И он был прав. Царские воеводы водили полки по картам, черченным в приказах, где реки текли прямо, а леса стояли ровным частоколом. Здесь же лес жил своей волей: он выводил отряды на тропы, которые не успели нанести на бумагу, он прятал беглых в буреломах и кормил их кореньями, когда заканчивалось мясо. Природа воевала за него. Ветра заметали следы, болота топили тяжёлую конницу, а мороз кусал пришлых злее, чем тех, кто родился на этой земле.

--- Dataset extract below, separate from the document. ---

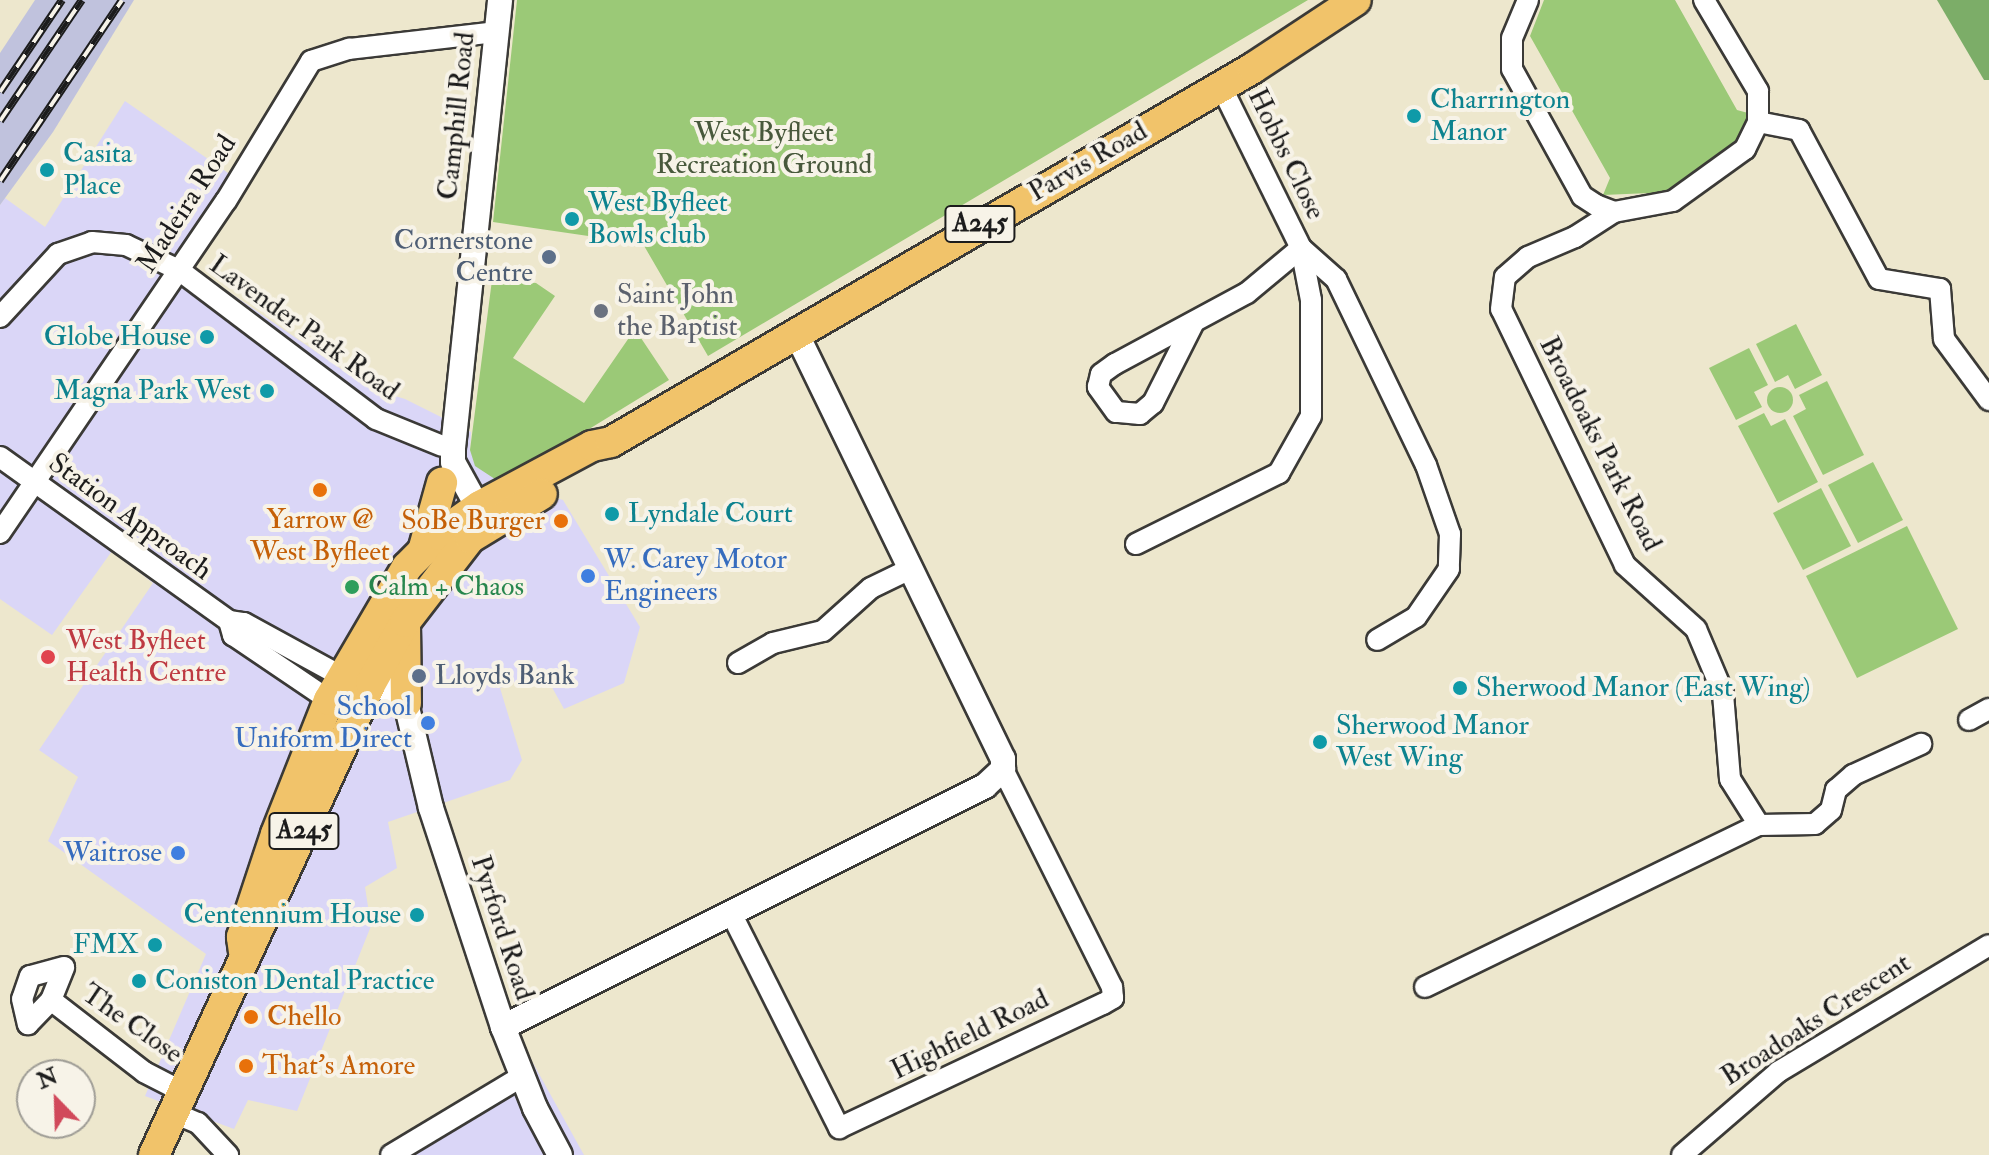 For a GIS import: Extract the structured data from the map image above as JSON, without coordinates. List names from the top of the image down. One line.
{"streets":{"main road":["Parvis Road","A245"],"street":["Camphill Road","Hobbs Close","Madeira Road","Lavender Park Road","Broadoaks Park Road","Station Approach","Pyrford Road","Broadoaks Crescent","The Close","Highfield Road"]},"crossings":[["Camphill Road","Parvis Road"],["Camphill Road","Madeira Road"],["Camphill Road","A245"],["Camphill Road","Lavender Park Road"],["Hobbs Close","Parvis Road"],["Parvis Road","A245"],["Parvis Road","Highfield Road"],["Madeira Road","Lavender Park Road"],["Madeira Road","Station Approach"],["A245","Station Approach"],["A245","The Close"]],"parks":["West Byfleet Recreation Ground"],"places":["Charrington Manor","Casita Place","West Byfleet Bowls club","Cornerstone Centre","Saint John the Baptist","Globe House","Magna Park West","Yarrow @ West Byfleet","Lyndale Court","SoBe Burger","W. Carey Motor Engineers","Calm + Chaos","West Byfleet Health Centre","Lloyds Bank","Sherwood Manor (East Wing)","School Uniform Direct","Sherwood Manor West Wing","Waitrose","Centennium House","FMX","Coniston Dental Practice","Chello","That's Amore"],"north":"top left"}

Они били воевод раз за разом. Выходили из тайги, как духи, рубили заставы и уходили обратно в никуда. Враг боялся его до дрожи в коленях. Враг видел белую песцовую шапку в дыму пожарищ и кричал дозорным: «Берегись! Лукавый идёт!»
Сотник верил: пока он дышит, пока шапка на его голове, свобода есть. Маленькая, спрятанная в чащах, но есть.
Он не знал только одного: чем кончается борьба, когда устают не руки, а души.
Предательство пришло не с морозом. Оно пришло с вечера, тихое и ласковое, как парное молоко.
Пятеро. Те, кто сидел с ним у одного костра, кто ел из одного котла. Они пришли к нему в шатёр, мяли в руках шапки, отводили глаза.
— Батька, — заговорил старший, широкоплечий мужик с рыжей бородой, когда-то спасённый сотником от виселицы. — Сил больше нет. Дети там, бабы… Царь-батюшка милость обещает. Всем, кто повинится. Землю даст, подворье. Жить можно.
Сотник смотрел на них долго. Так долго, что рыжий не выдержал и опустил взгляд первым.
— Жить можно, — повторил сотник. — А как дышать?
Они не поняли. Переглянулись. Для них воздух был везде одинаков — и под царской рукой, и в тайге. Они не чувствовали разницы.
— Ступайте, — устало махнул рукой сотник. — Ступайте. Завтра бой.
Они ушли. А он остался сидеть у огня, глядя, как угли превращаются в пепел. Он не почуял беды. Потому что беда была не в лесу и не за частоколом. Беда сидела у его костра, грела руки и кивала в такт его словам.
Нападение случилось в тот час, когда сон самый крепкий, а дозорные клюют носом.
Они не кричали «ура». Они шли как волки — молча, крадучись, зная каждый шаг. Рыжий вёл их тропой, что знал только сотник и его люди.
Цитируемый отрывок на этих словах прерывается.